Review Summary: I, Colossus doesn't necessarily bring anything new to the table, but the technical riffs, heavy bass and lyrics are enough to set them apart from the average deathcore band.
In today’s deathcore scene, there are a lot of bands that sound exactly alike. One reason for this is that almost all deathcore bands incorporate breakdowns and bass drops into their songs. A Different Breed Of Killer don’t really break away from this, but they do it well enough to stand out in the crowd among other deathcore bands. While I, Colossus isn’t necessarily groundbreaking, it’s done better than most deathcore. The album is full of technical riffs, heavy breakdowns, and other things that set them apart from other deathcore bands.
The guitar is one of the highlights of the album. There is an array of technical riffs all throughout. Although most of the riffs are solid, there are a few generic chugging riffs that you hear from deathcore bands all the time. Even though these riffs are somewhat generic, they are placed in the song well, so it usually doesn’t detract from the song much. One thing that A Different Breed Of Killer can definitely do well is a breakdown. The breakdowns on this album are really heavy, and most importantly they are not overdone. There is generally one breakdown per song, which is good because if they put more it would get a bit repetitive.
Without a doubt, one of the best things about I, Colossus is the bass. Believe it or not, you can actually hear it. A very common problem with deathcore bands is that the bass gets buried in the mix and its either very hard to hear or just completely inaudible. The bass is nice and loud on this album which gives the guitar an overall heavier sound.
The drums on I, Colossus are particularly intense.

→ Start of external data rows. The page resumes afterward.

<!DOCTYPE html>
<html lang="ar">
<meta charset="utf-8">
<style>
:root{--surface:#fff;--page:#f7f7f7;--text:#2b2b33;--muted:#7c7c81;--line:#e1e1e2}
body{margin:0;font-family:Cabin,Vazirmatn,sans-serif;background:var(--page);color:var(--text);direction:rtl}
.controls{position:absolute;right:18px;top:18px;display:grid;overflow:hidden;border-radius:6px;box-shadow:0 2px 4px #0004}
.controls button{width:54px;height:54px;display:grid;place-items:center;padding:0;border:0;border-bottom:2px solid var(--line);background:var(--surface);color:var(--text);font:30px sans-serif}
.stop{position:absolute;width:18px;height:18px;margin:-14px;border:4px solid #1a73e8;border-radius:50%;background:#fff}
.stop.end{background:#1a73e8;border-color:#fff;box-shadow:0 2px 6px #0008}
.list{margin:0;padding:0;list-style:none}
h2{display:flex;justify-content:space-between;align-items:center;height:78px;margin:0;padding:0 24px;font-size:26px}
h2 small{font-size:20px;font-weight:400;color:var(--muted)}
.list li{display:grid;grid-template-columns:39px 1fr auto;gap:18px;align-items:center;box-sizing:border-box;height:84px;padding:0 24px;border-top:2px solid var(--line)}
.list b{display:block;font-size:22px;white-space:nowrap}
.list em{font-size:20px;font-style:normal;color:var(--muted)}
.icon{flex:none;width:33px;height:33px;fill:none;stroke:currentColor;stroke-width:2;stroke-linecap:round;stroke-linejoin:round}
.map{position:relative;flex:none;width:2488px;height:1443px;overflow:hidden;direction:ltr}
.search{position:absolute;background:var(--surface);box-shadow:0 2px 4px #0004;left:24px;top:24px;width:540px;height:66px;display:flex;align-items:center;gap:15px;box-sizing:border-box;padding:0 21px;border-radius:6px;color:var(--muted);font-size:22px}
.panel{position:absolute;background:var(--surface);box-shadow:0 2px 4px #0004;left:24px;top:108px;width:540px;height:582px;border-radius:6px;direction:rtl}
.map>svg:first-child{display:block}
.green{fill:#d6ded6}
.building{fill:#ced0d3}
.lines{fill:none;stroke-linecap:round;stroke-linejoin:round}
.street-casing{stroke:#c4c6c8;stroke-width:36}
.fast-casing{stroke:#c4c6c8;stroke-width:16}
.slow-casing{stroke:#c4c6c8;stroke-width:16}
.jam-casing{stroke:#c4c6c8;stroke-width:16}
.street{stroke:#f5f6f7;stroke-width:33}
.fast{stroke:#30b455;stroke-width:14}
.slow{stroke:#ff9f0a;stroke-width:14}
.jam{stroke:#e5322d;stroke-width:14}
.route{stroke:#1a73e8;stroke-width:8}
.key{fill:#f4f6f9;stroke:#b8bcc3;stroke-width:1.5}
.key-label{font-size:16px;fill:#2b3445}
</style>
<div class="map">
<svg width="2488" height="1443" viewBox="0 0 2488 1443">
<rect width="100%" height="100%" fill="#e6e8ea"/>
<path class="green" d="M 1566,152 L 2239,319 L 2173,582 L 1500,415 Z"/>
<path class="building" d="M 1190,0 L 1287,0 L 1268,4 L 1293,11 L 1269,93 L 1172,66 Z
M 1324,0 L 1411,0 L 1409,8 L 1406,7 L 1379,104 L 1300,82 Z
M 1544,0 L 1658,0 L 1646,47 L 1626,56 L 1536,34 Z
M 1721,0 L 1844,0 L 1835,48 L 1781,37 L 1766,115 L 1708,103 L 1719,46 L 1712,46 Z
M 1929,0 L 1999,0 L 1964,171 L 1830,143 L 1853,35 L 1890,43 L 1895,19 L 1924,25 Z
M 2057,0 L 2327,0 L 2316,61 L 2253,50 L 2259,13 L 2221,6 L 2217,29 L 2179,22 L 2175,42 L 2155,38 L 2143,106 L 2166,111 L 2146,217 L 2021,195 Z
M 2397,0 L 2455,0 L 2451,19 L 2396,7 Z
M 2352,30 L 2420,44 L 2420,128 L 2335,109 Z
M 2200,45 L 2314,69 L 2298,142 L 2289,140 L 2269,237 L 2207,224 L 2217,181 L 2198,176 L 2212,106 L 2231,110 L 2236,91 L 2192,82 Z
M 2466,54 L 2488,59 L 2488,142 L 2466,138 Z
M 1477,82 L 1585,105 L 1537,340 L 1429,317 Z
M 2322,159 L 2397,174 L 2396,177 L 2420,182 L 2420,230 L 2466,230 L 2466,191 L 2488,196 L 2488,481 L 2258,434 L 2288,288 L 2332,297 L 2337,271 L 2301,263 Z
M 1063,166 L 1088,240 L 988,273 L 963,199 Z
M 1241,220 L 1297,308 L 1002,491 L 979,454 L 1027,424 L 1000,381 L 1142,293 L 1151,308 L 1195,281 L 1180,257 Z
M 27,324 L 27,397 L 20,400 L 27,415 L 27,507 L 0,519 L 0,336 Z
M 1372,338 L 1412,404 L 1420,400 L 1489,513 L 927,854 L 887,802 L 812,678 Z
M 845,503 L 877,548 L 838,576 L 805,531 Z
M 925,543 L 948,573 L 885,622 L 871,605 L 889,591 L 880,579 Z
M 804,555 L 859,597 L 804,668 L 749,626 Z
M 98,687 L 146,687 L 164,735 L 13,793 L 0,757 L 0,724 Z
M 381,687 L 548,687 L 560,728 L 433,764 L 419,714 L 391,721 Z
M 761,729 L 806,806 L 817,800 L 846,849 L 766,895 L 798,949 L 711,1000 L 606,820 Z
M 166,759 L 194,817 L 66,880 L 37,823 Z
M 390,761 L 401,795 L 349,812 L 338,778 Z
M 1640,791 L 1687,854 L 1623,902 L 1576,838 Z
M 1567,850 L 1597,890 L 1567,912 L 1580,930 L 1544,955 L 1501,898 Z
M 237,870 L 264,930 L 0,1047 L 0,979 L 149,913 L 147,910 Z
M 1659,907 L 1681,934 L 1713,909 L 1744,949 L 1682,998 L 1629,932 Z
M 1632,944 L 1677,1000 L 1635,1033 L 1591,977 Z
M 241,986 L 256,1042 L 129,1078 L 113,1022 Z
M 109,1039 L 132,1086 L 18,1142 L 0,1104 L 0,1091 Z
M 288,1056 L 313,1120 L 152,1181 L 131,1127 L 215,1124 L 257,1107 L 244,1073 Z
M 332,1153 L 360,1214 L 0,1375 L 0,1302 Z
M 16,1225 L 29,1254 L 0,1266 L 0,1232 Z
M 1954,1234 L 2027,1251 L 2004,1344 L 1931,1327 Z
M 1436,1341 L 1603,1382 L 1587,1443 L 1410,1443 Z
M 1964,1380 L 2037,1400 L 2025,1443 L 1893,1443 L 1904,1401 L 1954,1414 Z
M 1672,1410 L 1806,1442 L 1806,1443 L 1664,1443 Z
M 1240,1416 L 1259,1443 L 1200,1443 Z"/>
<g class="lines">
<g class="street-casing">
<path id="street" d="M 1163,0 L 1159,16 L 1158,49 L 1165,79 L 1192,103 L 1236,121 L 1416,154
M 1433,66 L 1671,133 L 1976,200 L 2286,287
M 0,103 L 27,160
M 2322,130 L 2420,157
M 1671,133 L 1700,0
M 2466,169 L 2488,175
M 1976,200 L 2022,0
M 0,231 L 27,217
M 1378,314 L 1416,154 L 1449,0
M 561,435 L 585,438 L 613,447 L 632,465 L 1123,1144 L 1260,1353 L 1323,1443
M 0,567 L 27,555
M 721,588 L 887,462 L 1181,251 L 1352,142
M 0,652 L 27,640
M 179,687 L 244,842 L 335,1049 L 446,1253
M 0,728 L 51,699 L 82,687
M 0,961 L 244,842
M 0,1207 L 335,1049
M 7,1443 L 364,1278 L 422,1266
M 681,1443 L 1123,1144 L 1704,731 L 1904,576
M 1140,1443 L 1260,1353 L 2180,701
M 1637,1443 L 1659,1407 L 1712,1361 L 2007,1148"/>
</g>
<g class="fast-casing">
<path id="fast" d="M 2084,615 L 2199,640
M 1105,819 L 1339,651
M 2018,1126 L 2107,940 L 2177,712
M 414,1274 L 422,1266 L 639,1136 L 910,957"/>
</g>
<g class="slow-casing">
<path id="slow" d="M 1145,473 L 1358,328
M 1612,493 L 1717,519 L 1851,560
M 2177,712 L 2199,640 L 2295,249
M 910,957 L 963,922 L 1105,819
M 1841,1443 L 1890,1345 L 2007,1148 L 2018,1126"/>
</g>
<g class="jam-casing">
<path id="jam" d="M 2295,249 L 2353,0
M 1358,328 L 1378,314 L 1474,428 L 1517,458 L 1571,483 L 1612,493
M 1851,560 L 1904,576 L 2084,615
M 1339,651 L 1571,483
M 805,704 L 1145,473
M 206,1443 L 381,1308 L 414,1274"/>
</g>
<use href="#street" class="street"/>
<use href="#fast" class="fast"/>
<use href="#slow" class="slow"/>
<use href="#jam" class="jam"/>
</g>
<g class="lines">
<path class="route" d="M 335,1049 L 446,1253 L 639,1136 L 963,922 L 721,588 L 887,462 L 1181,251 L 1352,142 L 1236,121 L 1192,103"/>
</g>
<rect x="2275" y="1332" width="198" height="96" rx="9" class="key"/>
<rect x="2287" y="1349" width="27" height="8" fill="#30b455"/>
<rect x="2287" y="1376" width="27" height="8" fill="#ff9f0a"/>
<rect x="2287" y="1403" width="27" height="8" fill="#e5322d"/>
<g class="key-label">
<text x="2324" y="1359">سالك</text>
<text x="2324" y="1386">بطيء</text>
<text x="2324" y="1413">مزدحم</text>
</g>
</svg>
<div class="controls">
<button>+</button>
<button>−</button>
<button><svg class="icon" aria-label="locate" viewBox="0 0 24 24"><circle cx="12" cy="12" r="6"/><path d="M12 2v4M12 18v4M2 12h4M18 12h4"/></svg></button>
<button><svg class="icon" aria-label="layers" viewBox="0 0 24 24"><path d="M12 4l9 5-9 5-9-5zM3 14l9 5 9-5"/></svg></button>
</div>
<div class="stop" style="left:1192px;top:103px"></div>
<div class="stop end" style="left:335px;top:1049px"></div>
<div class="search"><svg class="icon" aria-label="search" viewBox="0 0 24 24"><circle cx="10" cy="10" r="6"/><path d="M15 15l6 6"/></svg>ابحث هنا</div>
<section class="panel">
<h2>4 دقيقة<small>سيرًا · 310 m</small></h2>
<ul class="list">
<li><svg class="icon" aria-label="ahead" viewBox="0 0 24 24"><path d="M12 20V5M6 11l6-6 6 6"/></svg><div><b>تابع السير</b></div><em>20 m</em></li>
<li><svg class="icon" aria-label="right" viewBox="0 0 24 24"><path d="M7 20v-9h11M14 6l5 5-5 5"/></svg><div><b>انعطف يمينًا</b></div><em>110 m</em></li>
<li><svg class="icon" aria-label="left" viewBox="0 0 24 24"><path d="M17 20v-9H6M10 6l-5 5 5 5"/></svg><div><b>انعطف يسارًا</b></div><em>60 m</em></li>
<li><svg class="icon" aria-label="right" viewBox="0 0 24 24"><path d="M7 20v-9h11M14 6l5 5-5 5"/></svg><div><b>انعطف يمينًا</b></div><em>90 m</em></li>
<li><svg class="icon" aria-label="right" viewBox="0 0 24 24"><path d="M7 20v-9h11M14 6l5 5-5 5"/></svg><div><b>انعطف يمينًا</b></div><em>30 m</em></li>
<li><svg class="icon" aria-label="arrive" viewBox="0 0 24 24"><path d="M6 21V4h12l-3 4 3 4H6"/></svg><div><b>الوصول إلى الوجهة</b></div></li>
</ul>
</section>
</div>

Tons of crazy fills, blast beats, and double bass. The blast beats are used sparingly, which is good because they can become obnoxious when overused. The drums have an overall solid sound, particularly the bass drum. The intense drumming really adds to each song.
The vocals are pretty straight forward for the genre. However, the vocalist has particularly good lows which mix well with the instrumentals. The high vocals are solid, but really aren’t anything special. There are also some decent sounding gang vocals every now and then, like in “The Accidentist.” There is a guest appearance by Phil Bozeman of Whitechapel
on the song “The Cleansing Apparatus” and his vocals fit right in with the heavy instrumentals in I, Colossus. The lyrics in the album are another high point. I, Colossus is a concept album, and the lyrics tell the story of a man who is part of a genetic experiment that goes wrong. He spends 20 years in solitude and decides to seek vengeance on the world. The lyrics really do the story justice. “I will die by my own blood drenched hands, my departure will be the end of this clockwork holocaust” Lines like this one from The Glorious Fall do a fantastic job of describing the man’s vengeance upon the world.
Overall, I, Colossus is a very solid album. It has technical riffs, crushingly heavy breakdowns and bass and fantastic lyrics and vocals. The album is mixed well, and the bass is nice and loud. However, they really don’t bring anything new to the genre of deathcore instrumentally. Even though the riffs for the most part aren’t really groundbreaking, they are done well, and the fact that it is a concept album brings some originality because that isn’t something common in deathcore. I, Colossus is a very fun listen for deathcore fans, and even fans of technical death metal who don’t mind a few breakdowns.